L’Union démocratique bretonne réagit à la critique du Schéma régional d’aménagement, de développement durable et d’égalité des territoires (SRADDET) de la Région Bretagne par l’Agence environnementale. Ce document stratégique comporte en effet des lacunes sérieuses et doit être revu.

À première vue, le SRADDET de la Région Bretagne présente des objectifs ambitieux : arrêt de la consommation foncière en 2040, sortie des pesticides, forte réduction des gaz à effet de serre, défense de l’équilibre territorial par une prise en compte l’ensemble de la Bretagne, Loire-Atlantique comprise…

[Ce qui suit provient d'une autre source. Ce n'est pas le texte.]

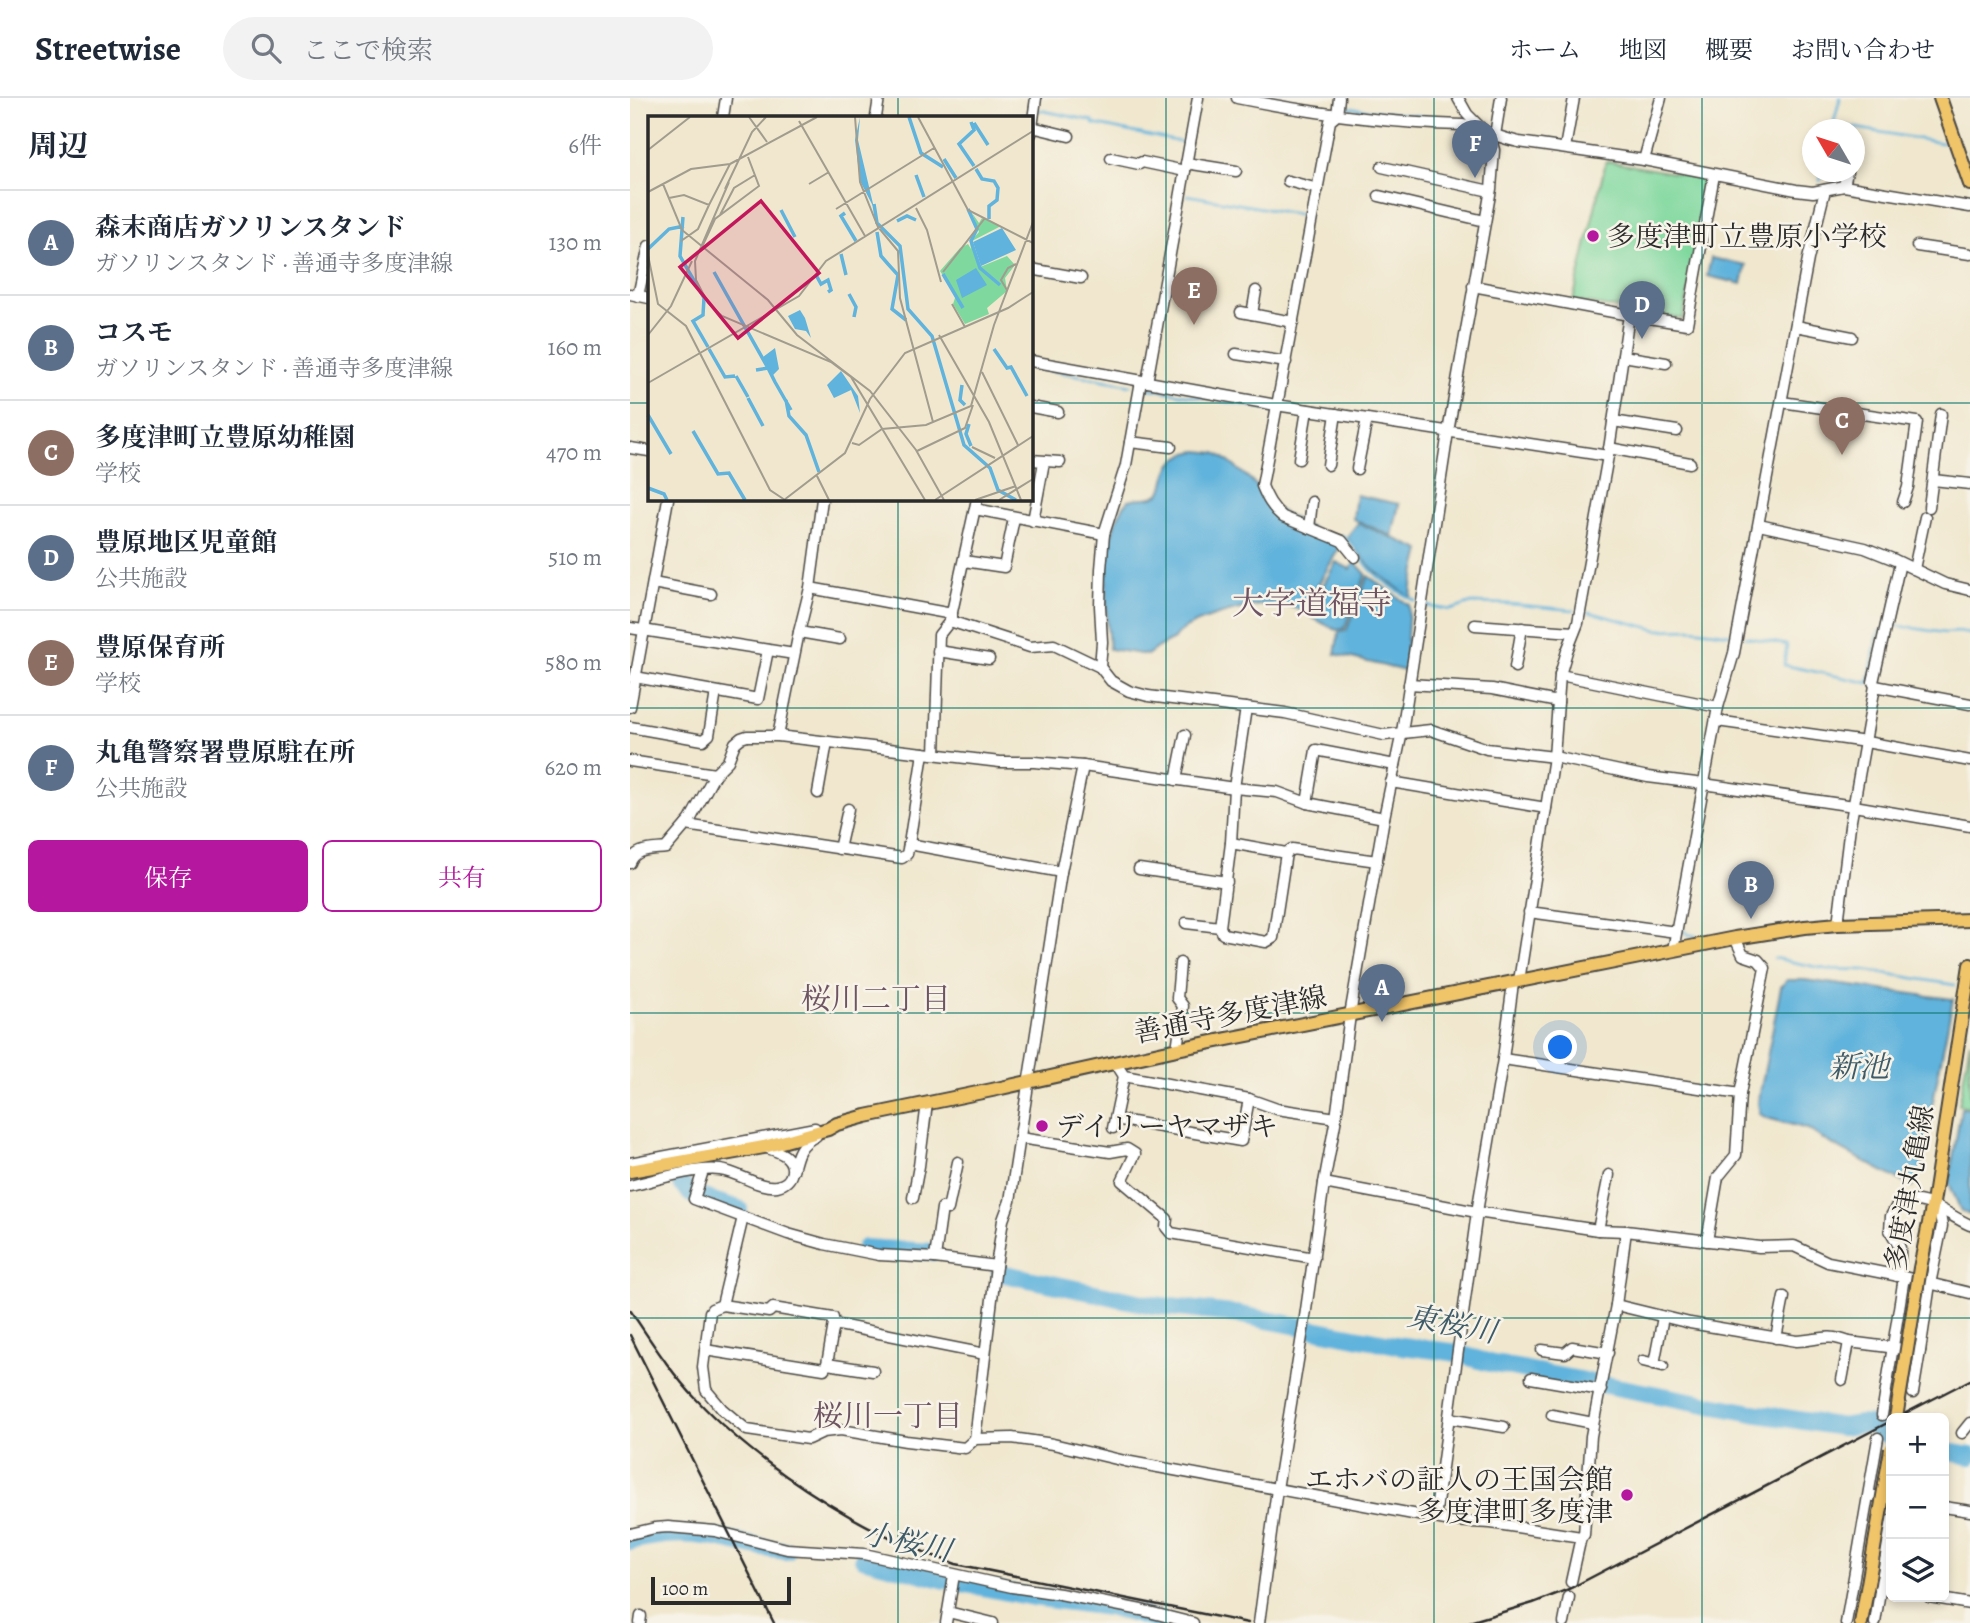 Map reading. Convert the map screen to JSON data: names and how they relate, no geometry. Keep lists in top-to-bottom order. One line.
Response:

Pourtant un examen détaillé du document montre une réalité décevante. Par exemple :

– aucune mesure sérieuse n’est proposée sur le problème quantitatif des émissions de gaz à effet de serre lié à l’élevage ;

– le SRADDET s’inscrit dans une poursuite du phénomène de métropolisation, en permettant aux territoires rendus “les plus attractifs” par des choix politiques antérieurs d’assouplir les contraintes de réduction de la consommation foncière. Cela est d’autant moins acceptable que selon une enquête menée par le Cevipof (Sciences Po) en 2019, en lien avec l’Association des maires de France (AMF), à la question “dans l’idéal, si vous aviez le choix, où préféreriez-vous vivre ?”, 45 % des Français ont répondu “à la campagne”, 41 % “dans une ville moyenne” et 13 % “dans une métropole” (une répartition qui ne varie quasiment pas en fonction de l’âge ou du niveau de diplôme) (1) ;

– les préconisations en termes de mobilité durable se limitent à refiler la patate chaude aux intercommunalités, la Région se résignant à laisser en l’état un maillage ferroviaire qui ignore les besoins de déplacement sur un axe nord-sud de la Bretagne.

Globalement le document souffre d’imprécision dans la formulation des objectifs, et parfois même de l’absence d’objectifs clairs.

Comble de l’incohérence, le SRADDET affirme la nécessité de travailler à l’échelle de la “Bretagne historique” mais ne livre jamais de chiffres ou de cartes incluant la Loire-Atlantique.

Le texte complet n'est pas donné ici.